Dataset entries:
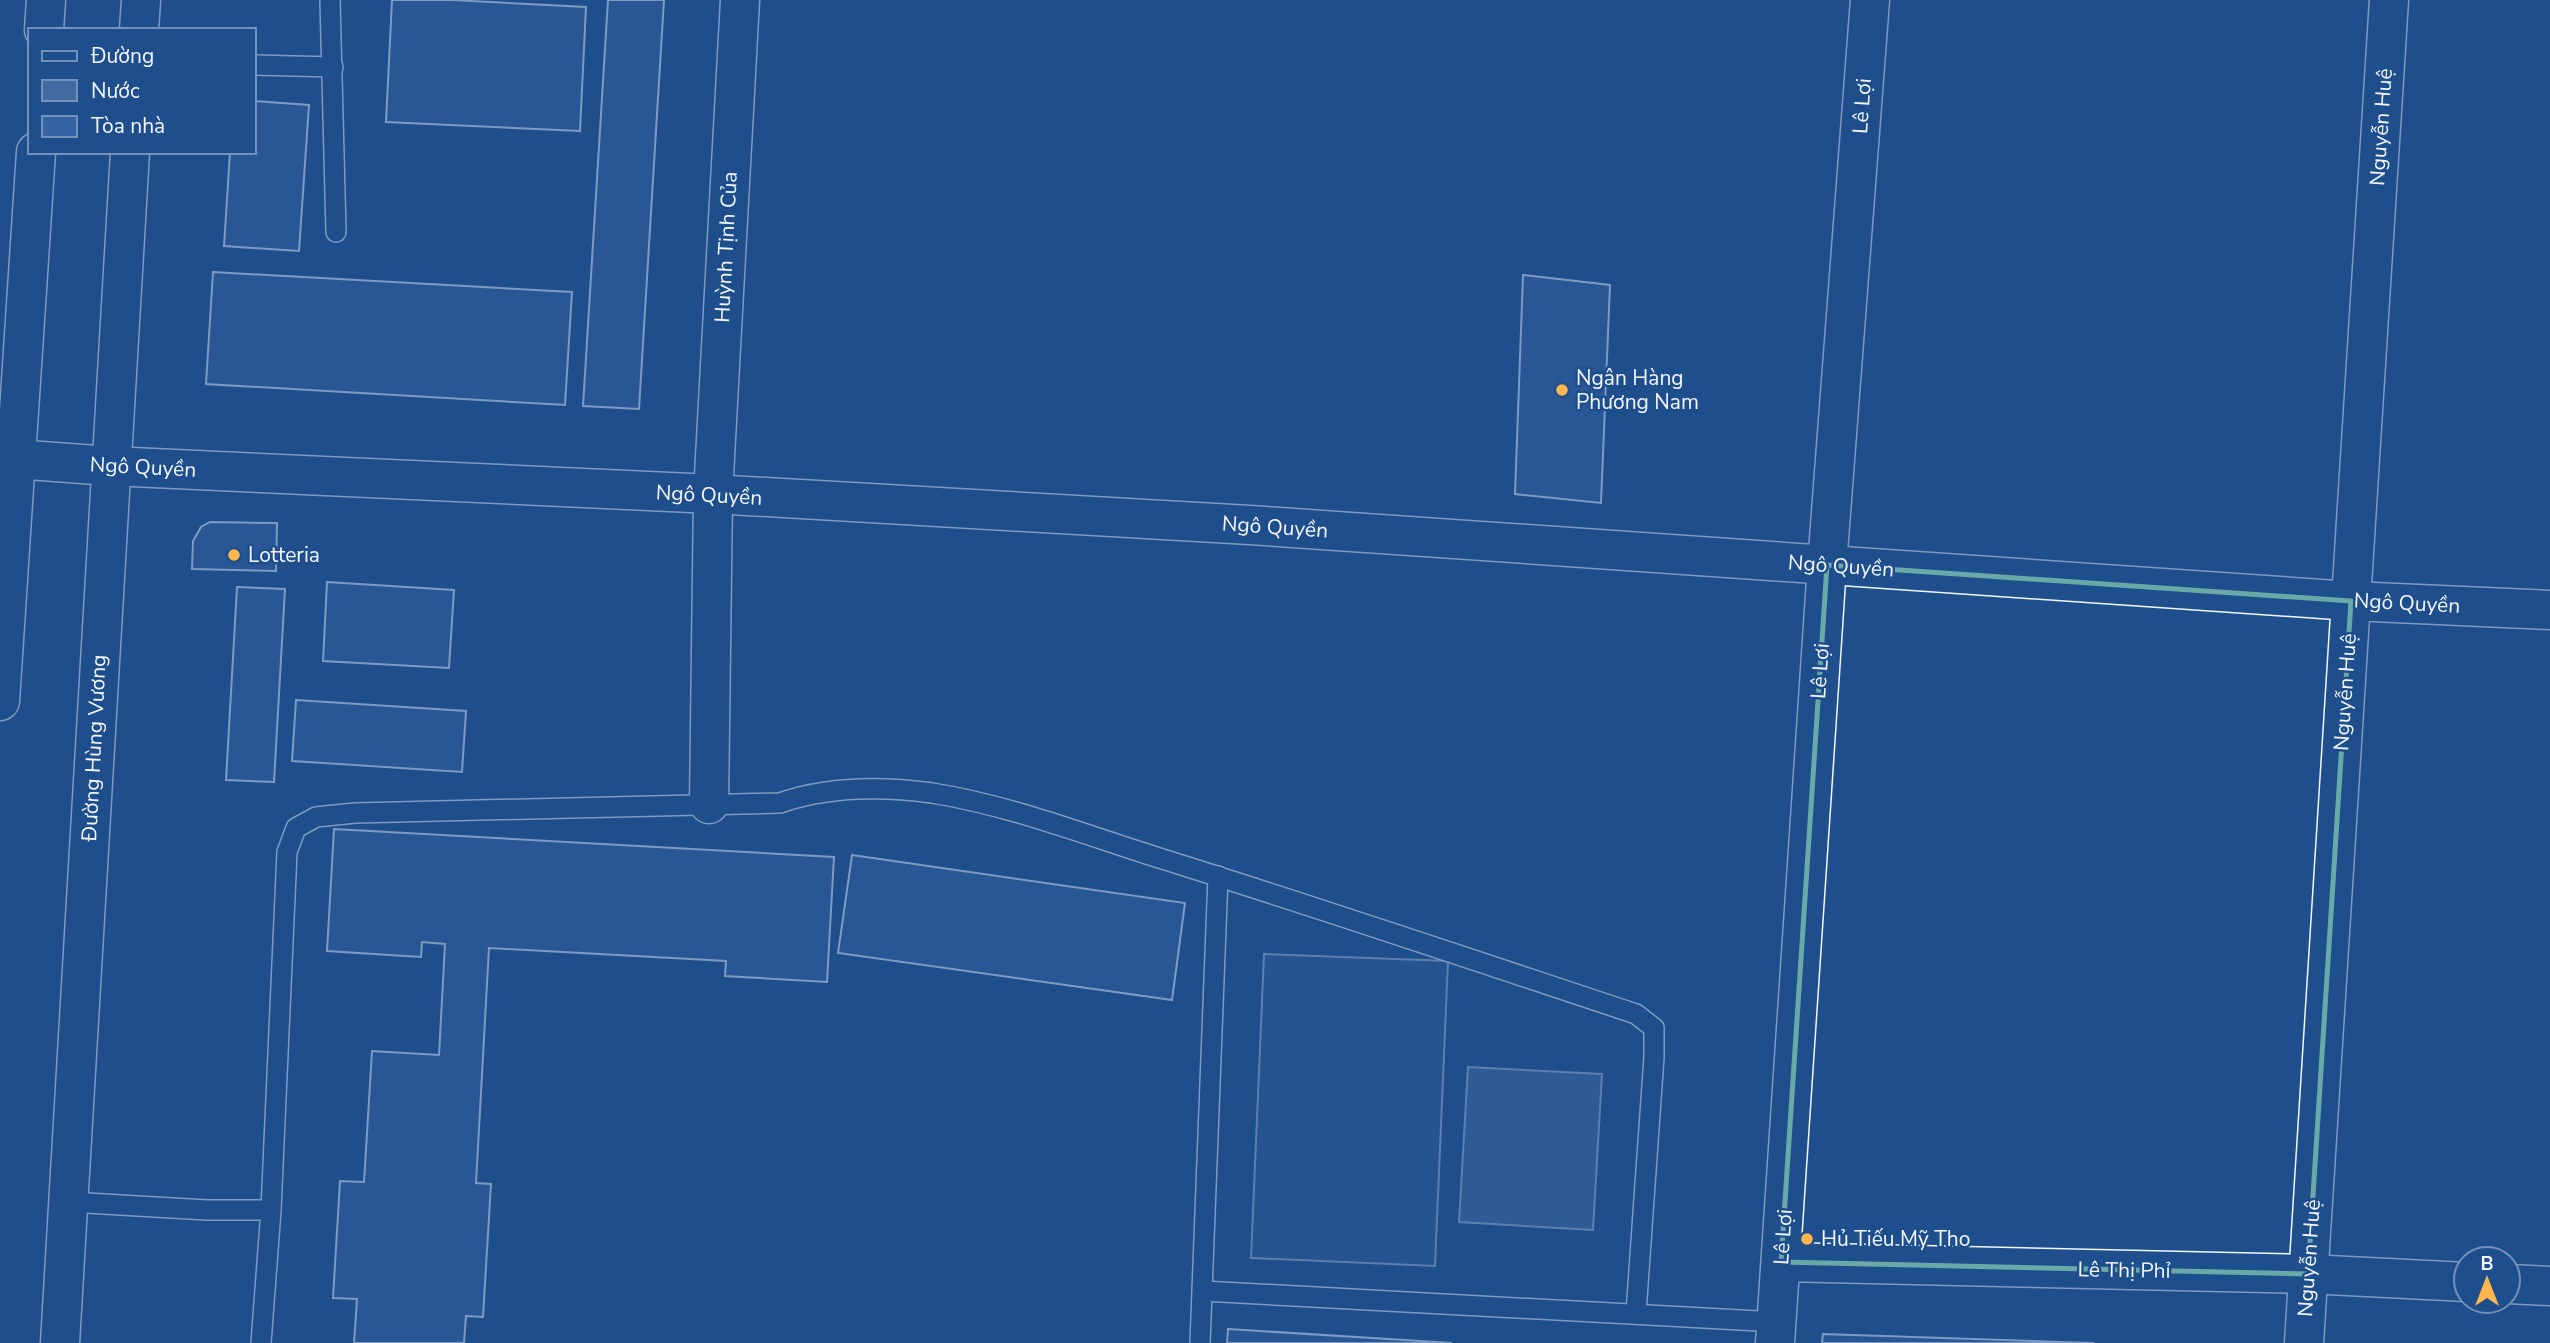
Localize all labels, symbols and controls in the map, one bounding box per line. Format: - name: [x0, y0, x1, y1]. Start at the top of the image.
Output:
- legend: [28, 28, 256, 154]
- text: Đường: [90, 42, 154, 70]
- street label: Nguyễn Huệ: [2363, 67, 2399, 187]
- text: Nước: [91, 77, 140, 105]
- street label: Lê Lợi: [1846, 77, 1878, 135]
- text: Tòa nhà: [91, 112, 165, 140]
- street label: Huỳnh Tịnh Của: [708, 171, 744, 323]
- place label: Ngân Hàng Phương Nam: [1576, 364, 1699, 416]
- marker: Ngân Hàng Phương Nam: [1554, 382, 1570, 398]
- street label: Ngô Quyền: [89, 450, 197, 484]
- street label: Ngô Quyền: [655, 478, 763, 512]
- street label: Ngô Quyền: [1221, 509, 1329, 545]
- place label: Lotteria: [248, 541, 320, 569]
- marker: Lotteria: [226, 547, 242, 563]
- street label: Ngô Quyền: [1787, 548, 1895, 584]
- street label: Ngô Quyền: [2353, 586, 2461, 620]
- street label: Nguyễn Huệ: [2327, 632, 2363, 752]
- street label: Lê Lợi: [1804, 642, 1836, 700]
- street label: Đường Hùng Vương: [75, 654, 113, 843]
- street label: Nguyễn Huệ: [2291, 1198, 2327, 1318]
- street label: Lê Lợi: [1767, 1208, 1799, 1266]
- place label: Hủ Tiếu Mỹ Tho: [1821, 1225, 1970, 1253]
- marker: Hủ Tiếu Mỹ Tho: [1799, 1231, 1815, 1247]
- north arrow: [2452, 1245, 2522, 1315]
- text: B: [2480, 1251, 2494, 1277]
- street label: Lê Thị Phỉ: [2077, 1255, 2171, 1285]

TO DO: Check each line above for "Lotteria" and please state only how many have it.

RESULT OF THE EXERCISE: 2